All to you I surrender

Who knew only 24hrs this picture was taken on a brilliant night with 20 amazing people what we were to face 24hrs later. Since being back in London I've gone through all the emotions you can go through from feeling angry to just feeling so cold and empty. Last week Monday to Thursday was especially difficult all I could to was cry and just think "God Why?". It led to taking long walks in the earlier hours of the morning or just sitting in bed just crying. I've spent a lot of time with the awesome guys from FP and its been amazing. Brett our base leader has just been such a father to us all from coming up to Wales to support us to opening up his house for us all one evening which was amazing. For me I struggled with it all just the grief of losing a friend and another dear friend in hospital and just trying to understand "Why God?" but this last week I've just had to almost teach myself again that God knows and I'm a small human and will never understand because He is infinitely more than I can ever comprehend.
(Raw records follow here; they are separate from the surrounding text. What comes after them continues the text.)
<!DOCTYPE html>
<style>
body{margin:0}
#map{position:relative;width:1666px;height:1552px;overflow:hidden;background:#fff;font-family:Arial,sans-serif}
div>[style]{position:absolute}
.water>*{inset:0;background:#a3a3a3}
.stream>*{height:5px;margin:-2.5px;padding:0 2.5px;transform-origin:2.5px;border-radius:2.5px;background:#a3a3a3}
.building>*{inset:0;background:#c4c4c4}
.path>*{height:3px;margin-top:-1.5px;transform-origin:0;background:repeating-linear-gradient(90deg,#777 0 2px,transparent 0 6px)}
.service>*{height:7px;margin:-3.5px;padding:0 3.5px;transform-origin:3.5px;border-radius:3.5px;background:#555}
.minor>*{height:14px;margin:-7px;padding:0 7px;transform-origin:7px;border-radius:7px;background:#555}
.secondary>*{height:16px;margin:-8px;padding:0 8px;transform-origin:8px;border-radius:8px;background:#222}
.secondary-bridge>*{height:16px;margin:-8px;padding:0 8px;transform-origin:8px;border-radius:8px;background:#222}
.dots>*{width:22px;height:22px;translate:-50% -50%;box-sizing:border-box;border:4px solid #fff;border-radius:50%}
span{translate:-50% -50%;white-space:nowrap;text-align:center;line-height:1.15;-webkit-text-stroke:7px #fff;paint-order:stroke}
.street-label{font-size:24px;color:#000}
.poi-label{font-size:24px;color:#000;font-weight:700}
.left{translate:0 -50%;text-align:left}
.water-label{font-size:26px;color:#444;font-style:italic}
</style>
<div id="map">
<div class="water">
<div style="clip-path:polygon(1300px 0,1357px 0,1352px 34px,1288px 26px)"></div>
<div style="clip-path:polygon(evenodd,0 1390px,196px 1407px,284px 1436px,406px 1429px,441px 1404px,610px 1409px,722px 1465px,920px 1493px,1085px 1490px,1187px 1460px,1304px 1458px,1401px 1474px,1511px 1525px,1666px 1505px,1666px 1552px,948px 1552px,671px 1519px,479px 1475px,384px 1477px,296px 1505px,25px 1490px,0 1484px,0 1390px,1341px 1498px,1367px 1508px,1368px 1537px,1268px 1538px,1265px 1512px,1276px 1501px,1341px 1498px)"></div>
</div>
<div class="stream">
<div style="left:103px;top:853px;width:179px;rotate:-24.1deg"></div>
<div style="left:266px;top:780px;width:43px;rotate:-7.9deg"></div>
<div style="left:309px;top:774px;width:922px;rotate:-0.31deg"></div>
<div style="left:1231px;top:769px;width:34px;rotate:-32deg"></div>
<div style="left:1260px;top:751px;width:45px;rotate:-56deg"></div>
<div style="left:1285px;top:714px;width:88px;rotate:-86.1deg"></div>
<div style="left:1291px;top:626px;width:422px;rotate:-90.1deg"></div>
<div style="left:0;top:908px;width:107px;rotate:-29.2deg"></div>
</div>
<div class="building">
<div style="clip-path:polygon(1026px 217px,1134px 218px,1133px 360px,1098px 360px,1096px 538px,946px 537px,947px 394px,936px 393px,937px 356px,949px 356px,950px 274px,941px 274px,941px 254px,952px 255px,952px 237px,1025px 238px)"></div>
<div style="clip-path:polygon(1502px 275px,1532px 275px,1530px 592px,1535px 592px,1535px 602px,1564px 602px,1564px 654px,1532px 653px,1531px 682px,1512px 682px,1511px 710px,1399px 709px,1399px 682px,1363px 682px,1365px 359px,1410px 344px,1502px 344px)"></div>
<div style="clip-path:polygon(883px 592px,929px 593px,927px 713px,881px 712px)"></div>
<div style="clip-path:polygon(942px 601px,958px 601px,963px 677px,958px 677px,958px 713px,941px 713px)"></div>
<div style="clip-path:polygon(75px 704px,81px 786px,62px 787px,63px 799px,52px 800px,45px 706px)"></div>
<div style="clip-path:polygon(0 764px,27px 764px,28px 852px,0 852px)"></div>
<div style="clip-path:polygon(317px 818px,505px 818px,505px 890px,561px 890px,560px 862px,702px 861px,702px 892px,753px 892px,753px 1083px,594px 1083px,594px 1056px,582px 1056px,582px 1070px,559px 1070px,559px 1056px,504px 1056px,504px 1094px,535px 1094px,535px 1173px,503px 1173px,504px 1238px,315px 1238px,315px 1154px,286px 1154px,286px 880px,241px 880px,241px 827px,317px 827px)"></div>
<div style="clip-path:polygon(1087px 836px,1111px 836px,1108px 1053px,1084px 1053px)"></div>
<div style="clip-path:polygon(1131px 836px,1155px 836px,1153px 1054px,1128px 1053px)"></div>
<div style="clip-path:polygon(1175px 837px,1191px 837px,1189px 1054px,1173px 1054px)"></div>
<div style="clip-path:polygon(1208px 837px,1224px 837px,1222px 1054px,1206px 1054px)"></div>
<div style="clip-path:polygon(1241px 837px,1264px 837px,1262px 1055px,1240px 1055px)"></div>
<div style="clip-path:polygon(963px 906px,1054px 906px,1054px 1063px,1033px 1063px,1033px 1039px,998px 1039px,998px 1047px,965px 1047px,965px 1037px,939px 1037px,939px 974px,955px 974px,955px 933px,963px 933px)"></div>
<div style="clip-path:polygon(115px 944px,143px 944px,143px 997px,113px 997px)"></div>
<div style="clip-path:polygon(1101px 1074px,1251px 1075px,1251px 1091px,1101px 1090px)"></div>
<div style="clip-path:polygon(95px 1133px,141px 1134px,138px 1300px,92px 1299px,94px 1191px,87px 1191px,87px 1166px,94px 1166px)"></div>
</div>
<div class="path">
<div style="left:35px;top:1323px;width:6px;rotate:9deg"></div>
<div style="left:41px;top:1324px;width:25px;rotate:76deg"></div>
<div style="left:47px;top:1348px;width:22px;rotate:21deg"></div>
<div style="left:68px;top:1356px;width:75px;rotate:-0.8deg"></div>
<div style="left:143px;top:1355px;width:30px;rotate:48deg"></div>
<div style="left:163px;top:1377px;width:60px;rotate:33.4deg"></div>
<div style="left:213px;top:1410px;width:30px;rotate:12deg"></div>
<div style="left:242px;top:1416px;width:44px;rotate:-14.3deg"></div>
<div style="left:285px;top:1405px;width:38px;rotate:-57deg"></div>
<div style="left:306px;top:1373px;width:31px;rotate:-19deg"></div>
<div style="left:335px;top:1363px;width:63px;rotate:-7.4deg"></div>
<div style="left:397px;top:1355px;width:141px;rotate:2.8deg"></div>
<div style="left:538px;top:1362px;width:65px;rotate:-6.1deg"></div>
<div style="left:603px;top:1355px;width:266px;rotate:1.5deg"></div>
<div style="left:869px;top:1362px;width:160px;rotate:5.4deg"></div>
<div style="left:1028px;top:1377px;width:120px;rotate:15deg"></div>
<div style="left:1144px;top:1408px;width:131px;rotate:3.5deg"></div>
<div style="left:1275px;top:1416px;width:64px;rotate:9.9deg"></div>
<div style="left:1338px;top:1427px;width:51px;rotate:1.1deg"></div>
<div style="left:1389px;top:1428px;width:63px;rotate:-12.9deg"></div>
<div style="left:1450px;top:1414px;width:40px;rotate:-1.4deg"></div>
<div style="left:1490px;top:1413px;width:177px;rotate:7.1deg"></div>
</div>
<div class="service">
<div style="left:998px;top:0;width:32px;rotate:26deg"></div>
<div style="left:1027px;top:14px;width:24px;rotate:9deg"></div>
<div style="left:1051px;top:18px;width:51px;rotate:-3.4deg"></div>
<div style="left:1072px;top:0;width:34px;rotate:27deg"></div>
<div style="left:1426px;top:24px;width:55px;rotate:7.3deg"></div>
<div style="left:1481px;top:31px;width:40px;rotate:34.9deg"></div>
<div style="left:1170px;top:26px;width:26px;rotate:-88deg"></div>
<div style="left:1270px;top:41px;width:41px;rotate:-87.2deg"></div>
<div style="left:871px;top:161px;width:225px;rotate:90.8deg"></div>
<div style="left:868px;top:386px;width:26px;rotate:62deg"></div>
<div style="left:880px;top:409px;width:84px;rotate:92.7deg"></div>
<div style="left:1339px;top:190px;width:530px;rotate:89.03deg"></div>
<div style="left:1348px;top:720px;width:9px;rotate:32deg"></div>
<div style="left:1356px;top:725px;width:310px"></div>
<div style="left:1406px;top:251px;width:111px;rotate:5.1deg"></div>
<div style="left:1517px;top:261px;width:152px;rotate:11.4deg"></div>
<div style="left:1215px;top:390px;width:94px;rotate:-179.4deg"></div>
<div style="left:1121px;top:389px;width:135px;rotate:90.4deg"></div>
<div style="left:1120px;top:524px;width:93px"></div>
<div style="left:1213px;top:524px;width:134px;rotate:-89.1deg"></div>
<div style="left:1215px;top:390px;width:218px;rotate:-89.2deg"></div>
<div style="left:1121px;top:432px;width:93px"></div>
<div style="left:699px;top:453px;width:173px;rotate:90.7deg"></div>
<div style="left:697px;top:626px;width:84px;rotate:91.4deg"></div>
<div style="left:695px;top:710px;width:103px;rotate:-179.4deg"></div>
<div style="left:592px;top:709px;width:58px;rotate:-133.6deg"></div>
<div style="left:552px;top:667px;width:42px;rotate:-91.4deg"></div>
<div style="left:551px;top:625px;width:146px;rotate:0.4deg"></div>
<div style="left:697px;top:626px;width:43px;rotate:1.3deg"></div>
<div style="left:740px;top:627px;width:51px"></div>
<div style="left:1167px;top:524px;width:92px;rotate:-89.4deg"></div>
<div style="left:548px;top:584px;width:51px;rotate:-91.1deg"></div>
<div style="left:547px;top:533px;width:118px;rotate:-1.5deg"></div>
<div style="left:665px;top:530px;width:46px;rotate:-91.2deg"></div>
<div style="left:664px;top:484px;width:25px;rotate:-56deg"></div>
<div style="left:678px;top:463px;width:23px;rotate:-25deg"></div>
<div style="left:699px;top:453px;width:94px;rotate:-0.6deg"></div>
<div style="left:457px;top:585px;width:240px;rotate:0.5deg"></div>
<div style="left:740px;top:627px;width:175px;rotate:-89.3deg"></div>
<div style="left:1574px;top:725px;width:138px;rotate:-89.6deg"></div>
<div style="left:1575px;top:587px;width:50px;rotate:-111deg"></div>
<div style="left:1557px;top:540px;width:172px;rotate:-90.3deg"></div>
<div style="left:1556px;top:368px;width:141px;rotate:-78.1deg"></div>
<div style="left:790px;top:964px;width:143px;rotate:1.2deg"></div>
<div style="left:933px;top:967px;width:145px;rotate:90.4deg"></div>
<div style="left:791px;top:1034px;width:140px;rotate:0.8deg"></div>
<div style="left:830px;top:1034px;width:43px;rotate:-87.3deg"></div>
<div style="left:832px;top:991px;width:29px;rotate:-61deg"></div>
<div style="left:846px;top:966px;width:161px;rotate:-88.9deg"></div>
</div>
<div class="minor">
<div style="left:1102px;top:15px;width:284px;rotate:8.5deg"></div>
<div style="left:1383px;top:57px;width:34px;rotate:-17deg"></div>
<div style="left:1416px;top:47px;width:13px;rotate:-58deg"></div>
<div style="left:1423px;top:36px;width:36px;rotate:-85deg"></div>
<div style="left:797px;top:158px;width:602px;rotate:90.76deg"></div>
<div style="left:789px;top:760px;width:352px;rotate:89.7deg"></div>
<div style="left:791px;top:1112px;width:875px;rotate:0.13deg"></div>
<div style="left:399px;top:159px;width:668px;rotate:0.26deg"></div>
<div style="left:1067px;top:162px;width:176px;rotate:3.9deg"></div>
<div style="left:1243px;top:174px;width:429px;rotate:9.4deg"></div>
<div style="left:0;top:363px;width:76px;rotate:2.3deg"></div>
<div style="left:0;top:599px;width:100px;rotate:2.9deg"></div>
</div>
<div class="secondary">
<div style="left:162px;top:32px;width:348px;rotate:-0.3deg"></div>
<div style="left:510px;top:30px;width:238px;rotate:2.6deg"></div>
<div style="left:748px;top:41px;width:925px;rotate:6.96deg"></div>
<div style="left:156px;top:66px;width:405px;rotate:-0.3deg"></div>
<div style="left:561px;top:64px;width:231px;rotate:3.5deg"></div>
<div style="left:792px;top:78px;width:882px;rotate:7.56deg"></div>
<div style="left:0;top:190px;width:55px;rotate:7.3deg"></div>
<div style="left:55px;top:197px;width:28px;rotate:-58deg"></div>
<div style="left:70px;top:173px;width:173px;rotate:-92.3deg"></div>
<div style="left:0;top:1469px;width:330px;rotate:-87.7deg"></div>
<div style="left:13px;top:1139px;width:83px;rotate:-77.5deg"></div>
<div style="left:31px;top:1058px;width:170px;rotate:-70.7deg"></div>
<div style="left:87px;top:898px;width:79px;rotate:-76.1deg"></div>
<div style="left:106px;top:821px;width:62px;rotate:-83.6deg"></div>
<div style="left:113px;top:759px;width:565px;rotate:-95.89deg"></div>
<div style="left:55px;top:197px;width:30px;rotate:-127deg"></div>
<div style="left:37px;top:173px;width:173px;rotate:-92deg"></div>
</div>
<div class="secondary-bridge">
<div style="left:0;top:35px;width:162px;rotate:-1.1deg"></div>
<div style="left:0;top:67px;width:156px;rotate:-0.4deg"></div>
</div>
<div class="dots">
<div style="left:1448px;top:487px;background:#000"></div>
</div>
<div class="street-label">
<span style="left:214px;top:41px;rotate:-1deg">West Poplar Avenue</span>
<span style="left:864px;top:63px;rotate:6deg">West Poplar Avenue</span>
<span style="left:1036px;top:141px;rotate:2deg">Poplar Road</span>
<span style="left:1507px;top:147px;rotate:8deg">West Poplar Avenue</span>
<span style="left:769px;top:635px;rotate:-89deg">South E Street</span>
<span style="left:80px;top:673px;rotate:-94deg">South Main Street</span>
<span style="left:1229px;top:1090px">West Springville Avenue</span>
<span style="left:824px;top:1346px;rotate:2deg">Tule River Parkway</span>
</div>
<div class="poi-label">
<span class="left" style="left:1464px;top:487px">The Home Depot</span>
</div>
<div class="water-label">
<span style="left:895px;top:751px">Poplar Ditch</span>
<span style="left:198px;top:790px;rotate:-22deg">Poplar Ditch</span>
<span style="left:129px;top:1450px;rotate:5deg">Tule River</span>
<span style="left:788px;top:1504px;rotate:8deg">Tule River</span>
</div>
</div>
I keep having this picture in my head of a me and God trying to rest his arm on me and bring me close but each time he does I push him away or turn away but the funny thing is with this vision I keep having is that God just keeps going on coming and eventually I give in and go in for a cuddle of comfort from him. So this week Friday after giving my statement to police I sat by myself in Queens Road Wimbledon Church pulling myself together and I said "God I surrender, I'm hurting let your will be done only you know what to do" and with that I couldn't finish my little prayer because I had a phone call saying people were going out for lunch but like I began to feel a tad better like it wasn't much but it still was something. Since just surrendering everything I've began to feel better like Obliviously sometime its gets hard and I cry till I'm outer of tears but I know I have a hope that I will See Annie again in heaven and it will be in Heaven and I've begun to thank God for her life from the 1st time I met her at Newday 2007 then meeting her again doing FP year and growing in relationship over the year (Check out some of the Tributes that have been written about Annie or write your own by clicking this link). God is now in control so it's time to sit back relax and enjoy the ride.